The irrefutable evidence that W. V. Grant, like Popoff, operates a deliberate scam was first presented in two editions of the humanist magazine Free Inquiry, Spring and Summer, 1986. They followed up people whom Grant claimed to have healed, only to find that no healing had taken place. Actors whom they planted in the audience were "healed" of make-believe ailments. Phony information which they had fed to Grant or his associates before the meeting was called out by Grant as "revelation from God."
Grant even brings wheelchairs with him in which his ushers persuade the elderly who are tired of walking to sit, on the promise of being wheeled down close to the front. It is these people who are dramatically called out of "their wheelchairs" and made to run up and down as proof of their "healing"! Those who actually came in their own wheelchairs leave in the same manner, wondering why they weren't healed when so many others apparently were.

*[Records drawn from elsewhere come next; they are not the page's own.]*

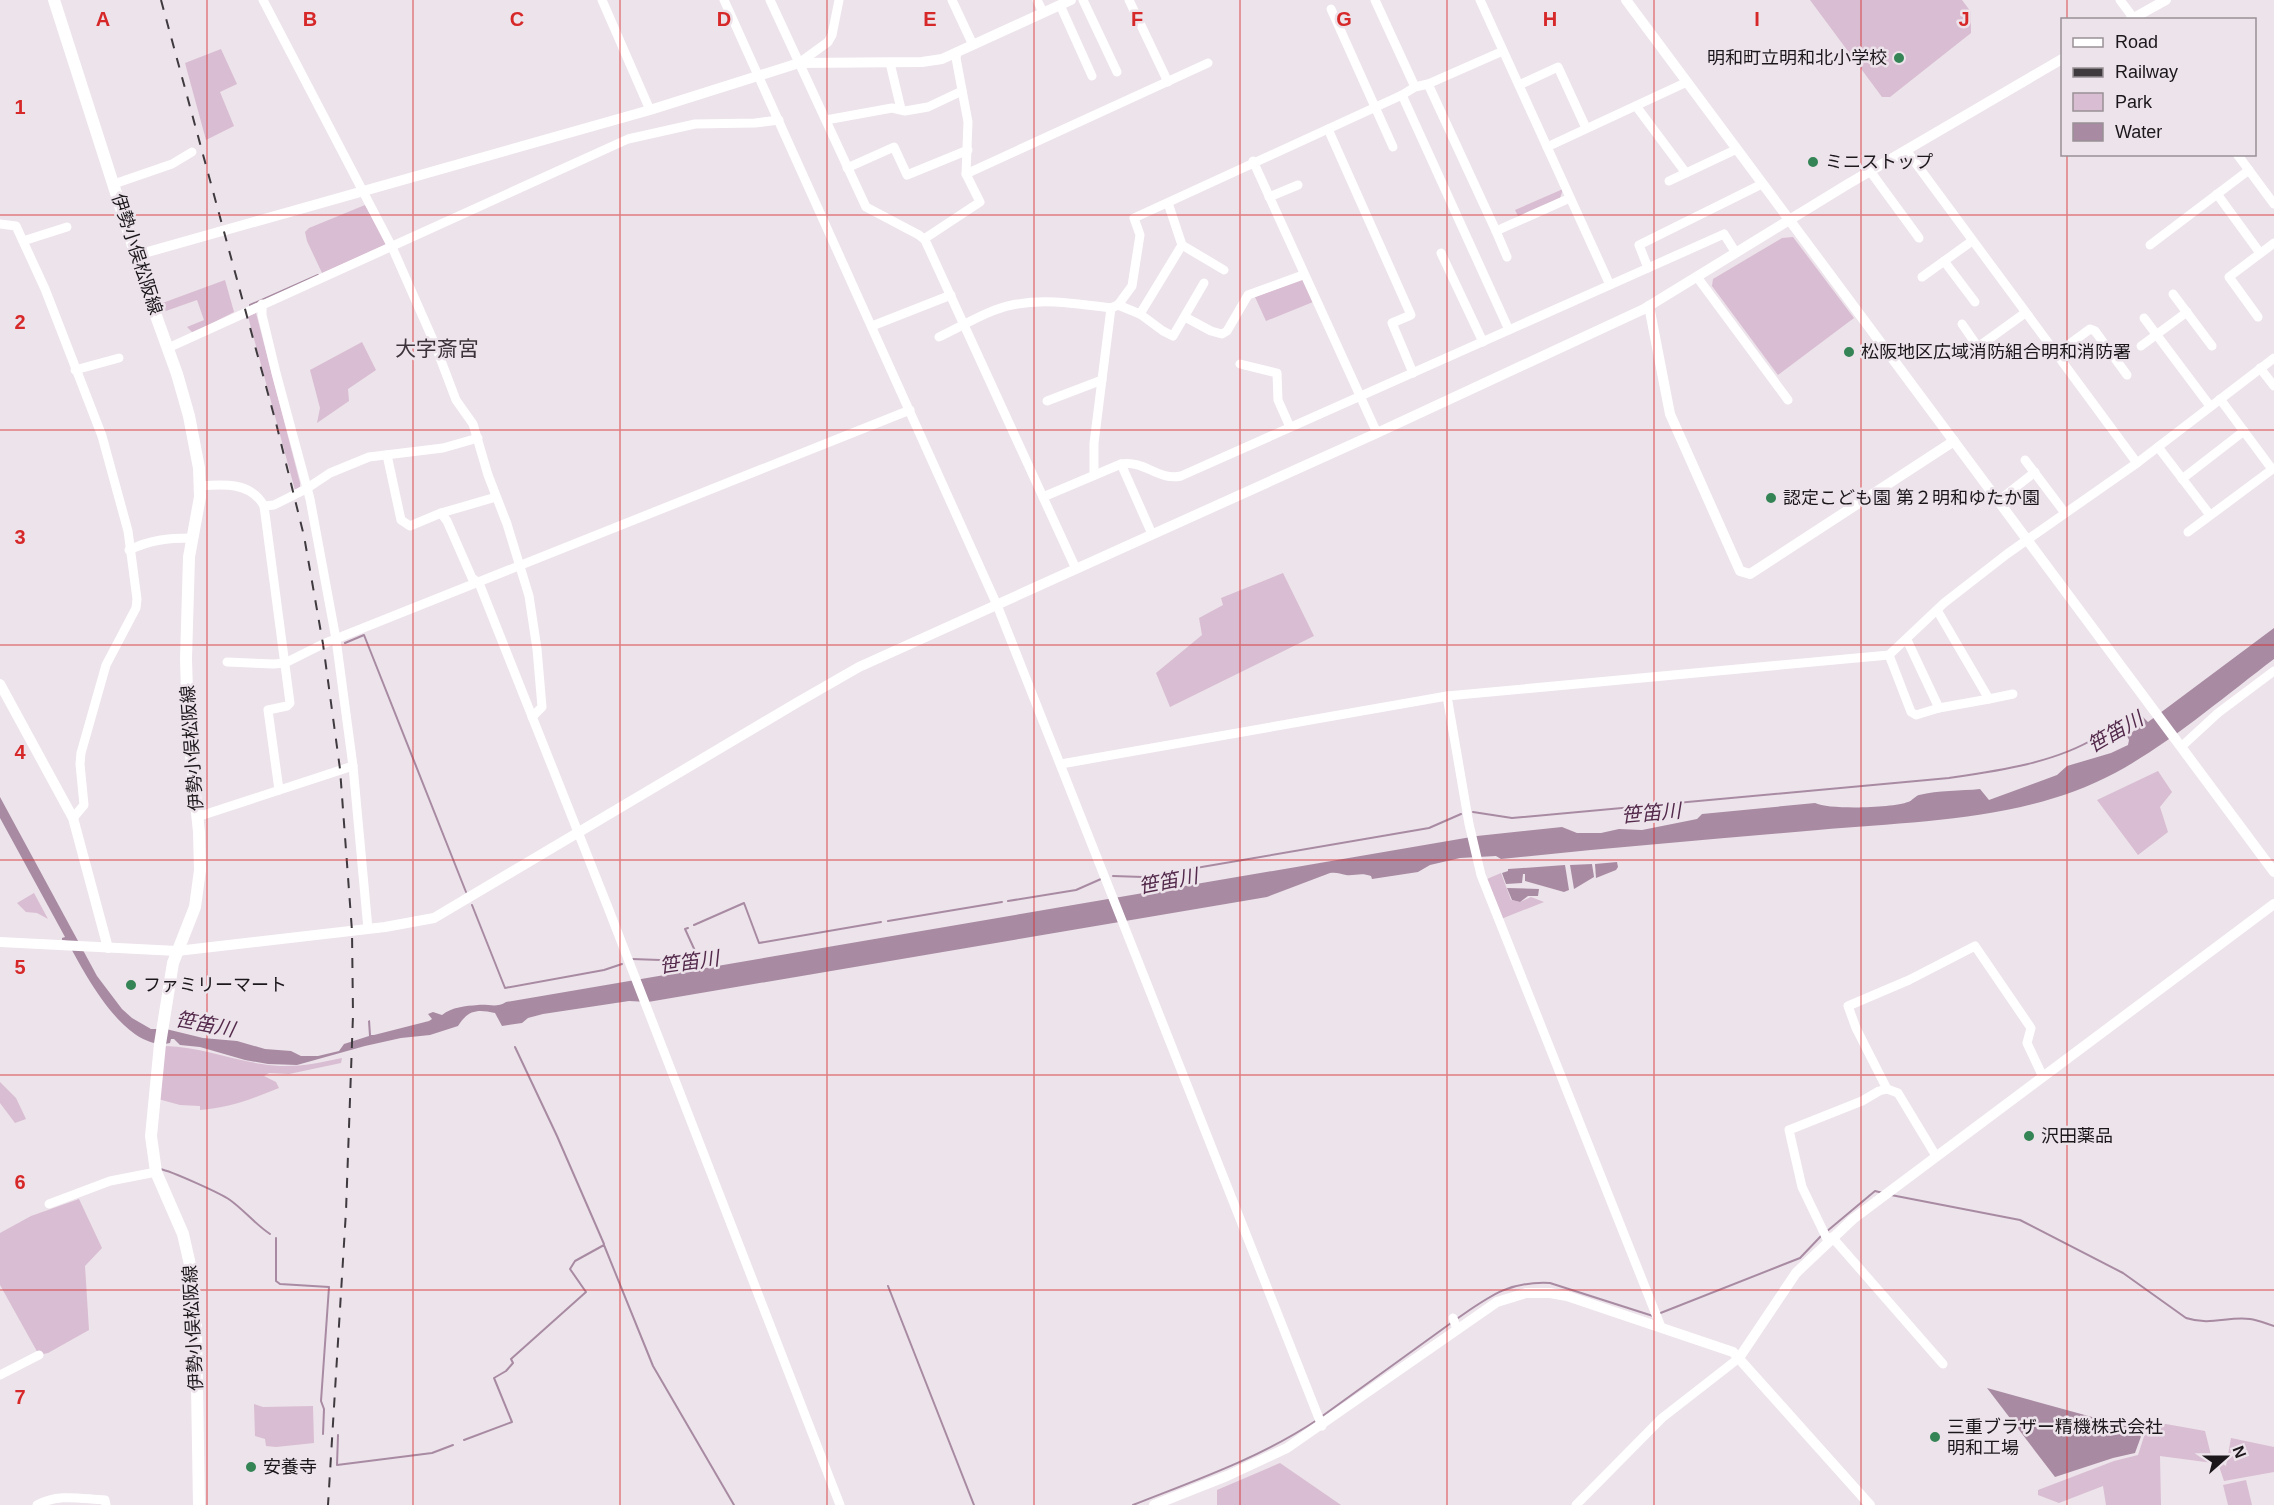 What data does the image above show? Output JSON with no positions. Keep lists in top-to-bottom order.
{
  "streets": {
    "main road": ["伊勢小俣松阪線"]
  },
  "districts": ["大字斎宮"],
  "water": ["笹笛川"],
  "places": [
    "明和町立明和北小学校",
    "ミニストップ",
    "松阪地区広域消防組合明和消防署",
    "認定こども園 第２明和ゆたか園",
    "ファミリーマート",
    "沢田薬品",
    "三重ブラザー精機株式会社 明和工場",
    "安養寺"
  ],
  "legend": [
    "Road",
    "Railway",
    "Park",
    "Water"
  ],
  "north": "right",
  "grid": {
    "columns": [
      "A",
      "B",
      "C",
      "D",
      "E",
      "F",
      "G",
      "H",
      "I",
      "J"
    ],
    "rows": [
      "1",
      "2",
      "3",
      "4",
      "5",
      "6",
      "7"
    ]
  }
} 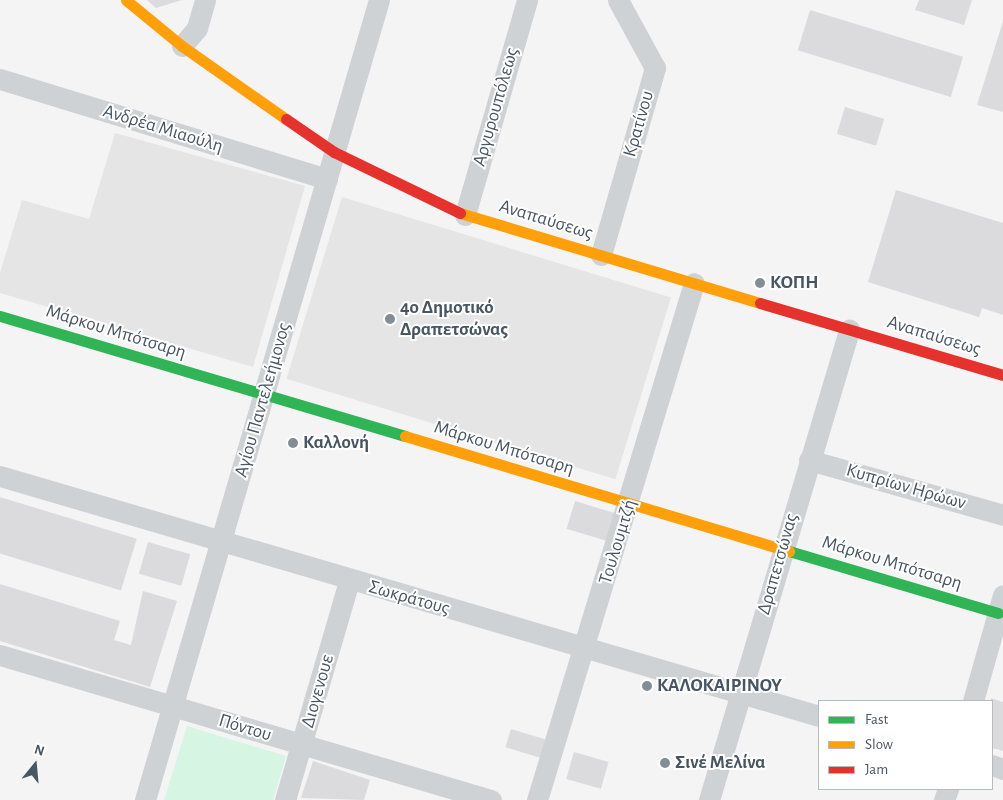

Those on Grant's mailing list receive the most outrageous letters telling how he has prayed for them individually (the computer inserts their names to make it appear like a personal letter) and offering methods of receiving a blessing that involve witchcraft-like rituals and are an insult to one's intelligence. For example, the latest mailing included a large picture of "Jesus" holding out his hands, with the instructions to "Touch my hands—I will touch yours, over by a window, based on Malachi:3:10Bring ye all the tithes into the storehouse, that there may be meat in mine house, and prove me now herewith, saith the LORD of hosts, if I will not open you the windows of heaven, and pour you out a blessing, that there shall not be room enough to receive it.
See All..., where I have promised you, 'I will...open you the windows of heaven....' Lay any unpaid bills and your wallet on these Nail Scarred hands of Jesus." Everything must be returned with the largest offering possible. Grant then takes it "to a certain window that the Lord is showing me, as I lay my hands where you lay yours." Always a condition for receiving the "blessing" is the "seed faith offering." This invention of Oral Roberts is now used by many other "evangelists" to persuade the gullible to give in order to reap 100-fold.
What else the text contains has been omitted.